International development experts, at a conference in Nairobi last week, want research in local universities sustained, and used to ensure policies are aligned with the country’s needs and socio-economic realities.
Addressing the forum, Agriculture PS Hamadi Boga acknowledges that despite minimal funding for research, the government was making efforts to ensure research systems are strengthened and incorporated within President Uhuru Kenyatta’s ‘big four’ agenda.
“African researchers should take a key role in ensuring top quality research is produced as owners of research often control the knowledge systems. It’s critical to map out research and institute mapping on the research agenda critical for national discourses,” he Prof Boga said.
The PS underscored the importance of researcher’s collaboration with political systems.
“We need to critically re-package and sustain conversations on innovative research methodologies for Kenya,” he added.

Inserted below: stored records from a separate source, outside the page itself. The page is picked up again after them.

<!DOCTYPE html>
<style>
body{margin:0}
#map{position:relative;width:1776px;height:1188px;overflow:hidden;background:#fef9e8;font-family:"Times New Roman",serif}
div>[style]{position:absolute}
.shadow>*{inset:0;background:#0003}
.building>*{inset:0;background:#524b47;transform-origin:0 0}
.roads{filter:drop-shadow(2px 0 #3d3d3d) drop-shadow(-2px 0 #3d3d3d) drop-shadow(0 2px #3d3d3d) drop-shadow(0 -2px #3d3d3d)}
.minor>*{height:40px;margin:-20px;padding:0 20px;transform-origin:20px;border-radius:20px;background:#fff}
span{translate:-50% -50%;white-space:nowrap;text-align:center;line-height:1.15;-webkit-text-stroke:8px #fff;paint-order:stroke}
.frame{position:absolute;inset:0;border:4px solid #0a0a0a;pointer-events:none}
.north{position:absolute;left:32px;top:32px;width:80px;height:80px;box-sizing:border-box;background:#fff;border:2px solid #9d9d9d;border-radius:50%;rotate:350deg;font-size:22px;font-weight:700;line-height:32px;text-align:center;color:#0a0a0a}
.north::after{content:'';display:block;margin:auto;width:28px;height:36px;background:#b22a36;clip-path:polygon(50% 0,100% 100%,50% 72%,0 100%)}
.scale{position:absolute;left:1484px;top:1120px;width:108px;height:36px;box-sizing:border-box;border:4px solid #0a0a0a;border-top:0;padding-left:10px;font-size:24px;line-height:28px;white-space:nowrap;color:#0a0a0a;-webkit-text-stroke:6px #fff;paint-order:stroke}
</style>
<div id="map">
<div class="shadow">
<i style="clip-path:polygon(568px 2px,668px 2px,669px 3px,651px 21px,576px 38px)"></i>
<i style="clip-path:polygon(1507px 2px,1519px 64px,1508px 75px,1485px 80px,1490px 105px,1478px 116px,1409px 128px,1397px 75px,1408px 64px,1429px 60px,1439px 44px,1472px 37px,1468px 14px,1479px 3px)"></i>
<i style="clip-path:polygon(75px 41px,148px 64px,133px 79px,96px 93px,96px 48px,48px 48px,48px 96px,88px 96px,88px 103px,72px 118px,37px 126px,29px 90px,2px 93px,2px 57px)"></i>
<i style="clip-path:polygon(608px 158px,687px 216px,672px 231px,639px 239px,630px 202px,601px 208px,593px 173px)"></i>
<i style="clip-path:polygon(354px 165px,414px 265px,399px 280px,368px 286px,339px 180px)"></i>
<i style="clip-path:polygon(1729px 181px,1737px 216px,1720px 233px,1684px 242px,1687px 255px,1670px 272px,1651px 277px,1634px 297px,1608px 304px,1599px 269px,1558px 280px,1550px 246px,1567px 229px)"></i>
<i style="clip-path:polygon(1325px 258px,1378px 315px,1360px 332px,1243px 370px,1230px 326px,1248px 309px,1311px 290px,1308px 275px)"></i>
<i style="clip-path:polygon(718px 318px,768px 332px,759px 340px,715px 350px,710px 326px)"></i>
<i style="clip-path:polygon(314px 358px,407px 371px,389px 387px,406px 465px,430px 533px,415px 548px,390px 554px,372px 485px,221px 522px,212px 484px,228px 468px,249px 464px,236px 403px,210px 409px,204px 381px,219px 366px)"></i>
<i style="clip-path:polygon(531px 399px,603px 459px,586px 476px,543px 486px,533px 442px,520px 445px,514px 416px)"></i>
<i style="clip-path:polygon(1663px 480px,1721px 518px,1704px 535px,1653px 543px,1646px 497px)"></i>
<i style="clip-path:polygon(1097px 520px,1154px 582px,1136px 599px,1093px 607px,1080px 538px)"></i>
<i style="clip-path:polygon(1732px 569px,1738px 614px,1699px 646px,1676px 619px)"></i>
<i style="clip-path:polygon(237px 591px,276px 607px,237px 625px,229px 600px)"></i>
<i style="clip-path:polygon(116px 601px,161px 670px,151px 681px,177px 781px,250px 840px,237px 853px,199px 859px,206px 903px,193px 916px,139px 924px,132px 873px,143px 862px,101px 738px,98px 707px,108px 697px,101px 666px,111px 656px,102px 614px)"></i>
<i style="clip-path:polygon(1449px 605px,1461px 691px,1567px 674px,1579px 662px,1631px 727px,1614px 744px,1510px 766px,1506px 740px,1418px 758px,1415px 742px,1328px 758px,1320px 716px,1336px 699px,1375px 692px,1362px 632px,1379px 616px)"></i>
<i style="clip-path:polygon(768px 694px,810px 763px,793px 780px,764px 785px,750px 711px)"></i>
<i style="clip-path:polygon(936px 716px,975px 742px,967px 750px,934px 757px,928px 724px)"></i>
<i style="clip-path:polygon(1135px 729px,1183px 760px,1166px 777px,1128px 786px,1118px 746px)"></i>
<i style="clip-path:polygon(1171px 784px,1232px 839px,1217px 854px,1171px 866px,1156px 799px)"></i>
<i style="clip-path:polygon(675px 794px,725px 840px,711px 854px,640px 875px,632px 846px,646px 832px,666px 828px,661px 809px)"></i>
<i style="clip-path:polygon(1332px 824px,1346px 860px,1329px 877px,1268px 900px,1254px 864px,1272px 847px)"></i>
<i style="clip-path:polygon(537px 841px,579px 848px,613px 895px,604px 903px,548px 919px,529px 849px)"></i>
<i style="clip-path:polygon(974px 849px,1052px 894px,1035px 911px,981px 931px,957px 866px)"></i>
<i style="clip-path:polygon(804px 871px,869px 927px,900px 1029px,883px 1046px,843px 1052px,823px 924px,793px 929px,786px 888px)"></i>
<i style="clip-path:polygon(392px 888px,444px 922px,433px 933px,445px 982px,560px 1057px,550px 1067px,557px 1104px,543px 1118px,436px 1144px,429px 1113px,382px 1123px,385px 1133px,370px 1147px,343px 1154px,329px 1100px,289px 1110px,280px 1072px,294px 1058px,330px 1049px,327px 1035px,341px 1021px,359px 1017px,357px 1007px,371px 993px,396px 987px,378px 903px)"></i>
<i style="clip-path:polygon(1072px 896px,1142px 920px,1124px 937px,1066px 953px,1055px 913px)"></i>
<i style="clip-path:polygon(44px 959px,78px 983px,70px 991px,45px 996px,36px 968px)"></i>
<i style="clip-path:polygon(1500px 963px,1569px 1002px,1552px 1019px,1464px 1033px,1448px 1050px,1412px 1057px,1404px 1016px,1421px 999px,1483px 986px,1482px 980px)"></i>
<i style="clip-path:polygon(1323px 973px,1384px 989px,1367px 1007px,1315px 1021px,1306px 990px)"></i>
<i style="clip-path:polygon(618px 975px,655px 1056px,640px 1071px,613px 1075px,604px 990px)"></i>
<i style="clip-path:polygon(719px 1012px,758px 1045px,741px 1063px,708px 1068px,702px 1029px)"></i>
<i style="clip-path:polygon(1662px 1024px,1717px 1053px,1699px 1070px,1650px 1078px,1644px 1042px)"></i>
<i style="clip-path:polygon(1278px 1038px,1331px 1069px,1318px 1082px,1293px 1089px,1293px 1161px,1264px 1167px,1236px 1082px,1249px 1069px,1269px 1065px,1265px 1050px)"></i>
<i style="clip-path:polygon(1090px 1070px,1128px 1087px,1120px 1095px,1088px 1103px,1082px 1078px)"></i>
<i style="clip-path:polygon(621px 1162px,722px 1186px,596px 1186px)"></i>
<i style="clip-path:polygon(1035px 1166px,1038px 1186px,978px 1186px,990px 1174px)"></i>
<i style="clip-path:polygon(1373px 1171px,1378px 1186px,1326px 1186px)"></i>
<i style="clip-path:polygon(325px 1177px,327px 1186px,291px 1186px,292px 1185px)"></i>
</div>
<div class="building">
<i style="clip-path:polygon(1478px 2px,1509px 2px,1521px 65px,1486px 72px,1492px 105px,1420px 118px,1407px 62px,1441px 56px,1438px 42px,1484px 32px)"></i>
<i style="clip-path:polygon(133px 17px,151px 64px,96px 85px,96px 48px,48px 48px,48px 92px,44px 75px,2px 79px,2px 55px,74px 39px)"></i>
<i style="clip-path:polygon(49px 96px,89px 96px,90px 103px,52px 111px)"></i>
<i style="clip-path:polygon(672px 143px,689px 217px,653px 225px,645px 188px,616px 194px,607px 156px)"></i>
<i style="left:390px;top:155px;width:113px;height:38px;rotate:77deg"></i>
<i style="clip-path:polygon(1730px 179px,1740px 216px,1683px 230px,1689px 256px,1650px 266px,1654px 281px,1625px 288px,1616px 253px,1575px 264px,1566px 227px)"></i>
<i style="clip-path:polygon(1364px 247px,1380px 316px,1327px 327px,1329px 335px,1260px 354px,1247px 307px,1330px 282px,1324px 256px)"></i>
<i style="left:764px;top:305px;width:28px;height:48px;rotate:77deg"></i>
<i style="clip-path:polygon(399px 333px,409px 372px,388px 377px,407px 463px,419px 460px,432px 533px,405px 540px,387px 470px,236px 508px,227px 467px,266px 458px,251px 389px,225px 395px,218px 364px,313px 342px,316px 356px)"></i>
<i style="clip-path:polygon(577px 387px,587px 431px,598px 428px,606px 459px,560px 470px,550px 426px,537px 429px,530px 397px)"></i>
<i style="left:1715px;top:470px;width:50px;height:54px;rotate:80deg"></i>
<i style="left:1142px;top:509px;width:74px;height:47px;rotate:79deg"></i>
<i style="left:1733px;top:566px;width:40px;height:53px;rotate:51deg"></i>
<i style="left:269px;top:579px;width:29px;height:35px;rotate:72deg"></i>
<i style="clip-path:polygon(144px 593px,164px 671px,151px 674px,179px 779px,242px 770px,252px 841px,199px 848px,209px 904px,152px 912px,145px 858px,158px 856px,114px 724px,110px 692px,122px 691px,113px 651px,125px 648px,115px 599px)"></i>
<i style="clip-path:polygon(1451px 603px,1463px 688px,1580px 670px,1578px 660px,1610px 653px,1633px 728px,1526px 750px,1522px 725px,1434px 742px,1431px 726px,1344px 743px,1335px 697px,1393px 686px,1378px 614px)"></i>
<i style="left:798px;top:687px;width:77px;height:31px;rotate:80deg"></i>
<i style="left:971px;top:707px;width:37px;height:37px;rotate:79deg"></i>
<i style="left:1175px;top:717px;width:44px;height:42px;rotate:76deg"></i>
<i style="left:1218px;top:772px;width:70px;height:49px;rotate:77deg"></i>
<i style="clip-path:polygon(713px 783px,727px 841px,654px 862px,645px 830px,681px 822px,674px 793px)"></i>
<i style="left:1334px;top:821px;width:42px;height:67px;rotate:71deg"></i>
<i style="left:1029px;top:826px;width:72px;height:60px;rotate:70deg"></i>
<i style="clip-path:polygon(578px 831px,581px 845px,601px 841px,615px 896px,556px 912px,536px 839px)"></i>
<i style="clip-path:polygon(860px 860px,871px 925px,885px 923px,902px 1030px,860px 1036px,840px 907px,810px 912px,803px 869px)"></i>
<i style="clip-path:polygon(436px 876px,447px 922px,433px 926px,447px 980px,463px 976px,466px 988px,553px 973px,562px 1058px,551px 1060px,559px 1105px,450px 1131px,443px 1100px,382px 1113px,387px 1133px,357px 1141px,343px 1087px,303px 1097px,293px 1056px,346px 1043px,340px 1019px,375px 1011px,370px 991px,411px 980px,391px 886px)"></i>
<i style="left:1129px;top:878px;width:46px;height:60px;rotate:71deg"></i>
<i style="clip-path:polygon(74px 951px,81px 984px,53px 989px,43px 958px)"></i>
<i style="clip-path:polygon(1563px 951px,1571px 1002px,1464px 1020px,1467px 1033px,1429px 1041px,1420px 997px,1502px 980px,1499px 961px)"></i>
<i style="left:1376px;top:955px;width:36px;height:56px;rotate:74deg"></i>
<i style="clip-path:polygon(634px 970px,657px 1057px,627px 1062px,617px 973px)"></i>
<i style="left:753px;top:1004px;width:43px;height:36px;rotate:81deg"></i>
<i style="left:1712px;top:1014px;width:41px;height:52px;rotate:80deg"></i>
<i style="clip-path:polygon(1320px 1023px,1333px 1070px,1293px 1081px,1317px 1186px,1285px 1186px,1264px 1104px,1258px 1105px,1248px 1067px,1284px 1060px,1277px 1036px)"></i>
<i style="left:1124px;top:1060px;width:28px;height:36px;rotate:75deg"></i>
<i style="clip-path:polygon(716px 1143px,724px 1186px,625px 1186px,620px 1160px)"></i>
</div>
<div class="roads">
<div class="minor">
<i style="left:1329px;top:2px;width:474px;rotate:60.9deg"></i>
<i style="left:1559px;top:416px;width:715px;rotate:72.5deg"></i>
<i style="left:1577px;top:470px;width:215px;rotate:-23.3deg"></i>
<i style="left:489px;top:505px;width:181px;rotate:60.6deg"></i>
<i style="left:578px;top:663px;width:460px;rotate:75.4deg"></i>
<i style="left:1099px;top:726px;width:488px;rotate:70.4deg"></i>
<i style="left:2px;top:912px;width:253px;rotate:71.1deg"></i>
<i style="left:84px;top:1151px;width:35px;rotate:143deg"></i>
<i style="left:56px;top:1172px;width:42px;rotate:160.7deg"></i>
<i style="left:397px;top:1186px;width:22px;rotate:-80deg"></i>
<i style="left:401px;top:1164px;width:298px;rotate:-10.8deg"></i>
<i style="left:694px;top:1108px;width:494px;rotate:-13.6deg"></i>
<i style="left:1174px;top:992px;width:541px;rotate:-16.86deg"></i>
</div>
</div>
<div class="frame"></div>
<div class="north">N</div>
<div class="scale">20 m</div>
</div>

The Africa Sustainability Hub at the African Centre for Technology Studies (ACTS) in collaboration with the University of Sussex convened the meeting to discuss ways to ensure research uptake and collaborations are incorporated into development agenda of countries’ policies.

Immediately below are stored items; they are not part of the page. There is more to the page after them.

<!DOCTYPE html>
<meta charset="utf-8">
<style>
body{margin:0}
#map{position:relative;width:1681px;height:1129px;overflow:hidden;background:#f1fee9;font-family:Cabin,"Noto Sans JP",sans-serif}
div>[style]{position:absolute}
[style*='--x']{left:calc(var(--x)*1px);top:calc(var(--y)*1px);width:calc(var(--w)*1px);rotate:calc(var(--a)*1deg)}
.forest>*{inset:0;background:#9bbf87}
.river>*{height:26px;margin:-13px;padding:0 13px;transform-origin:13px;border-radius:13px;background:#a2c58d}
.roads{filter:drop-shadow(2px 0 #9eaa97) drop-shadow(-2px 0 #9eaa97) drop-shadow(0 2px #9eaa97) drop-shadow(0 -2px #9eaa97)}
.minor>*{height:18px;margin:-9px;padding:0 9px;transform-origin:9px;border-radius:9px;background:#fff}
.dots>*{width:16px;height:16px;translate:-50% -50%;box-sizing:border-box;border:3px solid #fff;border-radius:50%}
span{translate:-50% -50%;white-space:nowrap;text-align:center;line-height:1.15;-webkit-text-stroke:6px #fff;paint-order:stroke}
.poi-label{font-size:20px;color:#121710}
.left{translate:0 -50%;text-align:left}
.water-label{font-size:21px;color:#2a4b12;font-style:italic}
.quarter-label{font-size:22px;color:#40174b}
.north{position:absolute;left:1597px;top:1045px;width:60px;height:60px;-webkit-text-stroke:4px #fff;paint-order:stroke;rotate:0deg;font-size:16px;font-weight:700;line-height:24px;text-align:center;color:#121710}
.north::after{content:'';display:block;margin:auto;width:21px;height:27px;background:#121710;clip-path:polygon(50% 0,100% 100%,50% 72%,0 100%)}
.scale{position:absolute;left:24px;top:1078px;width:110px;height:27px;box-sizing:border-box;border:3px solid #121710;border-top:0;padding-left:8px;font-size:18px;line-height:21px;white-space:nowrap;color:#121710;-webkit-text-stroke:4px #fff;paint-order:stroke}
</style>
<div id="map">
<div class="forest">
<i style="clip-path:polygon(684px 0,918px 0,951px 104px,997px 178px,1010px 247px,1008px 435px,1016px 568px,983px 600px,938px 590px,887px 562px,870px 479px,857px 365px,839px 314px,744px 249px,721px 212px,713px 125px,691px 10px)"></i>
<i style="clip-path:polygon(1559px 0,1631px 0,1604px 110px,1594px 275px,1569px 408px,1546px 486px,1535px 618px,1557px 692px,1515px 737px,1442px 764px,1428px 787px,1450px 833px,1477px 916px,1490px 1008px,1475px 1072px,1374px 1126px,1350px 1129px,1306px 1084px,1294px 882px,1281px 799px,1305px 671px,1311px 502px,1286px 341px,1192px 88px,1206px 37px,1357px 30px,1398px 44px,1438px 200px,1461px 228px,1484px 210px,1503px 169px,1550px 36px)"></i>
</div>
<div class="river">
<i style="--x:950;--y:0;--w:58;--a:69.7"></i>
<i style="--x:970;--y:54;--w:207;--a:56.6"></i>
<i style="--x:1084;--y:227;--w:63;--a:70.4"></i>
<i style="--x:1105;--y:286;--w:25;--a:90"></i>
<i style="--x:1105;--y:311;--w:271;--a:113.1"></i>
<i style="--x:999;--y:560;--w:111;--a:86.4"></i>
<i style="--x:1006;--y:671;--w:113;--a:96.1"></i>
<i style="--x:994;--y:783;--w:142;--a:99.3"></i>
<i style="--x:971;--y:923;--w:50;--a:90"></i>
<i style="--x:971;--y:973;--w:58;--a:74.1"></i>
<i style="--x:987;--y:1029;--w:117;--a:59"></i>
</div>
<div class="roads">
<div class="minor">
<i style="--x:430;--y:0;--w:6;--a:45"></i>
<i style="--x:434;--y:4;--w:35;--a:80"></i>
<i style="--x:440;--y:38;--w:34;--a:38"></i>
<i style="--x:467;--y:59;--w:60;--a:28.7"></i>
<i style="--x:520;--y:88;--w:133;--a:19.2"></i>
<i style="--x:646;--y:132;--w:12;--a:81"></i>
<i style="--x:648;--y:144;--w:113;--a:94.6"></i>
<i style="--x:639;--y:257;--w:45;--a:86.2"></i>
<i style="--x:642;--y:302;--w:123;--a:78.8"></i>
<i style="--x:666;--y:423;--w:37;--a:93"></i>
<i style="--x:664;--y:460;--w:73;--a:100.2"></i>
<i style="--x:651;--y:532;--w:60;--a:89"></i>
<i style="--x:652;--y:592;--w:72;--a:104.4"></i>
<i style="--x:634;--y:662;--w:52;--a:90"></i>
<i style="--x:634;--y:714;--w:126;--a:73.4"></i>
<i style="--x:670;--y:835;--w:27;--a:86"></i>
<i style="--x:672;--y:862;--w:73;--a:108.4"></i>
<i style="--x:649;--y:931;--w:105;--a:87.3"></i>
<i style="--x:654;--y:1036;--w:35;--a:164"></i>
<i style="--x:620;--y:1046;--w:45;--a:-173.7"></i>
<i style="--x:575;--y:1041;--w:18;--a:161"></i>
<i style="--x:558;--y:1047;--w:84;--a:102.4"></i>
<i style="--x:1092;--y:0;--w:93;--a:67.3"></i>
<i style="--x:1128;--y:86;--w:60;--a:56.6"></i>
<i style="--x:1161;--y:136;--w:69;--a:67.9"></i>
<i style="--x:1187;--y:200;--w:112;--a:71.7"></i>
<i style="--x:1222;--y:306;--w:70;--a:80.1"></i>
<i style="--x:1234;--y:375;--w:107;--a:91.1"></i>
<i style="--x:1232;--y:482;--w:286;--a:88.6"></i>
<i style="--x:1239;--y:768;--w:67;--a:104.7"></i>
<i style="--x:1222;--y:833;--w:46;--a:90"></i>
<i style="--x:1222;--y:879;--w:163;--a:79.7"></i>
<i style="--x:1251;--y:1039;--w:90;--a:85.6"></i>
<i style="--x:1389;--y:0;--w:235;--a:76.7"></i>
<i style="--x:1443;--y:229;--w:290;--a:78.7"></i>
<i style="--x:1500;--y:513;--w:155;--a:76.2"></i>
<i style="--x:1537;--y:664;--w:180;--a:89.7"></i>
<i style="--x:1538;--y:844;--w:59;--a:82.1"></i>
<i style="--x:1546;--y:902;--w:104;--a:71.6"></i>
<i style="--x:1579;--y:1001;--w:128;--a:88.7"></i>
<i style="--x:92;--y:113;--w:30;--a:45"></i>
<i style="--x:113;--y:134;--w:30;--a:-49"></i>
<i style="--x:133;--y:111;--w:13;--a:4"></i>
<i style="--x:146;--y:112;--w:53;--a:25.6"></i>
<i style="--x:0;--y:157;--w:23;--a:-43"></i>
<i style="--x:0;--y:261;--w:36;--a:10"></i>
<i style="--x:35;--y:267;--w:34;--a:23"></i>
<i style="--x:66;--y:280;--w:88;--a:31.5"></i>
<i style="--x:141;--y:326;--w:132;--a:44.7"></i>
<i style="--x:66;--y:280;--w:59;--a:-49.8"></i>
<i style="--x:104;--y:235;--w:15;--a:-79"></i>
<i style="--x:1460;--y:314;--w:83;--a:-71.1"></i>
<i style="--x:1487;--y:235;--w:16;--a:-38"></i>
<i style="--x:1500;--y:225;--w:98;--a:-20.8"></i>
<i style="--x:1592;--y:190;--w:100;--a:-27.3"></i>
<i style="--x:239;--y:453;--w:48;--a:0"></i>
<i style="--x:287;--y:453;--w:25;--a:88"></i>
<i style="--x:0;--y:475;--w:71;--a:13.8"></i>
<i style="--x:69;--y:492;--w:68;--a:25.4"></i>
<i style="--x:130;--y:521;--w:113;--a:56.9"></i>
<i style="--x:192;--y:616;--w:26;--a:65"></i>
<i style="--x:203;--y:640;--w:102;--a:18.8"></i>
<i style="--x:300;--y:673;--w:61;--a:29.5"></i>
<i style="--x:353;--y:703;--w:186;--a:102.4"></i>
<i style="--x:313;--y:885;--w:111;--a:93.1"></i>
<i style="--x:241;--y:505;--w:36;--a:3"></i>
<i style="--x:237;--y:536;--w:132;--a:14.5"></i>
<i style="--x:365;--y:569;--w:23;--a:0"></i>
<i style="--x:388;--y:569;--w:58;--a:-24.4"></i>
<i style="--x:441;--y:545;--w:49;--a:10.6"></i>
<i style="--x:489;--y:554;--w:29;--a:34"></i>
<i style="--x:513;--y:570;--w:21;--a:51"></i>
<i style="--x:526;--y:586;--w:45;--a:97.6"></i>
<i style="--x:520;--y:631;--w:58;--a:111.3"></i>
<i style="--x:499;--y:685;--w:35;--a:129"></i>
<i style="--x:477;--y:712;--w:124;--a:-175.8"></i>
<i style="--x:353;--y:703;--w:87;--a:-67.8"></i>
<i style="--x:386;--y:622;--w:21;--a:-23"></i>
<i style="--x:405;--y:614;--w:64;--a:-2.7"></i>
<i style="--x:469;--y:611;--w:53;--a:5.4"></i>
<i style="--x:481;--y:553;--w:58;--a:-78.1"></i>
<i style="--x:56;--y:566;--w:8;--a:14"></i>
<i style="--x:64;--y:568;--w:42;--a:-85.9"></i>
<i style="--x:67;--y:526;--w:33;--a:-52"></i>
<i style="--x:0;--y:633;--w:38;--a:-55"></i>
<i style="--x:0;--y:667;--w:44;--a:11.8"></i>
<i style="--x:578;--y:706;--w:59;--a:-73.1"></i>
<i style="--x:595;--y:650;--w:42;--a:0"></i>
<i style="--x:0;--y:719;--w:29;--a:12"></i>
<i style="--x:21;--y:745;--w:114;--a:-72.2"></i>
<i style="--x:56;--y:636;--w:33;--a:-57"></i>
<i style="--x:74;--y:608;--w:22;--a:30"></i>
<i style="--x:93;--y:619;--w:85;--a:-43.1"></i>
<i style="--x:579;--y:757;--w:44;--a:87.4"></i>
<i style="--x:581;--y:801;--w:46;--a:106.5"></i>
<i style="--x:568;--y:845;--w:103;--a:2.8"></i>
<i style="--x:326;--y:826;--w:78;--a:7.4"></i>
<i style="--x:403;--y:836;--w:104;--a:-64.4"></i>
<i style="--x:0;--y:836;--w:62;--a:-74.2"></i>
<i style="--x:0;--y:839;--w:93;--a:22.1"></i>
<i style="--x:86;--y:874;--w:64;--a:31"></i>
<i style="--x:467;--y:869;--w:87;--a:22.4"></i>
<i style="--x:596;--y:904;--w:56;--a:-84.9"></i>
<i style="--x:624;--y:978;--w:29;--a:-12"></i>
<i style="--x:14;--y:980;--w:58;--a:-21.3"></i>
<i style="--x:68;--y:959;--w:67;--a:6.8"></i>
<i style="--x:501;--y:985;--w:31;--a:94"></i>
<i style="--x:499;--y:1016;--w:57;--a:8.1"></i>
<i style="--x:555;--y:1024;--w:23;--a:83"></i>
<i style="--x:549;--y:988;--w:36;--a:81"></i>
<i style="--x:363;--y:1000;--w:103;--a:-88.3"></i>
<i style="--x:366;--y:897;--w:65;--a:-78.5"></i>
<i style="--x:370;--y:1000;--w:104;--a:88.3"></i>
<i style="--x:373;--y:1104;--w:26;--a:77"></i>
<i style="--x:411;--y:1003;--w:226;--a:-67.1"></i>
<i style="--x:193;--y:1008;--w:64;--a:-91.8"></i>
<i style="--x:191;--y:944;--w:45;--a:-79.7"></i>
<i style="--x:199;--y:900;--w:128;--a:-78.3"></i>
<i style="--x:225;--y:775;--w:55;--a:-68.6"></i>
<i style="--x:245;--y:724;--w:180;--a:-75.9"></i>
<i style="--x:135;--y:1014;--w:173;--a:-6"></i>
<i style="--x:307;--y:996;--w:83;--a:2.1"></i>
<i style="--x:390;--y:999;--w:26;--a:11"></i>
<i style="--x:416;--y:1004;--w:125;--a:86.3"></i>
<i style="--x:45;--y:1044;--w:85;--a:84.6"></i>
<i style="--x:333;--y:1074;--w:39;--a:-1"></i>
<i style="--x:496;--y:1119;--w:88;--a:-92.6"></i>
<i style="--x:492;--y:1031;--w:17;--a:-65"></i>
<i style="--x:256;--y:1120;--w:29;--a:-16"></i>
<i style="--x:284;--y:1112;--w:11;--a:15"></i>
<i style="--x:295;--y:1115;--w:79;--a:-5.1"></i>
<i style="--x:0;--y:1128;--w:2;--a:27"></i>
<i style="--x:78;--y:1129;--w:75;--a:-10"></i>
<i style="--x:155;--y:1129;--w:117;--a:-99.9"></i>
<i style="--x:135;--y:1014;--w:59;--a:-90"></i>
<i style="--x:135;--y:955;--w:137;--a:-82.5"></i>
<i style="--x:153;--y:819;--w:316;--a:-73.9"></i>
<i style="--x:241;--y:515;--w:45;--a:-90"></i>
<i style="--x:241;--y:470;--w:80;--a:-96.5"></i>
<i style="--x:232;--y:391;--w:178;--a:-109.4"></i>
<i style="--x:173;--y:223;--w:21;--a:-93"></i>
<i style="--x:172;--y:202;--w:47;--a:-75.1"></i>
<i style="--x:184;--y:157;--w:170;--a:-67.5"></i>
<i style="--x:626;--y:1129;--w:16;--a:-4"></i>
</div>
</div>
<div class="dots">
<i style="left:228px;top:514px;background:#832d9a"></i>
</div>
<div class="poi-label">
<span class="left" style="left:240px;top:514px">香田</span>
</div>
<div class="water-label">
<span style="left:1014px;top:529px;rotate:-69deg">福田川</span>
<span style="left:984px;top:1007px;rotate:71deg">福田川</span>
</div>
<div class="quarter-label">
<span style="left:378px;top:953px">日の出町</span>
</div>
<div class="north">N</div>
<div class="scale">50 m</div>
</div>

Dr Joanes Atela, head of Climate Change programme at ACTS said: “In Kenya, young scholars continue to develop innovative platforms that offer significant opportunities for the research agenda that seeks to enhance the development trajectory of the country.”
Atela said evidence-based research is the key to unlocking solutions to the country’s challenges.
Dr Richard Munang, the United Nations Environment Africa Regional Climate Change Programme coordinator said findings on climate change should be critically addressed. He called don countries to take the Paris agreement on climate change seriously. “Research should not be isolated from mainstream development as has been currently observed,’ said Munang.
Prof David Ockwell of the University of Sussex noted the importance of research collaborations across the continents as it offered great cross-learning opportunities for researchers to learn and engage.
The meeting was convened after a 3-year project called the Pathways Network, funded by the International Science Council, which used ‘Transformation Lab’ (T-Lab) processes to explore transformations in society and ecology in six countries.
They looked at how different people understand problems and imagine new solutions.
In Kenya, the project looked at how mobile-enabled payments for solar power could work for poor people, exploring the barriers and opportunities for change in policy and practice.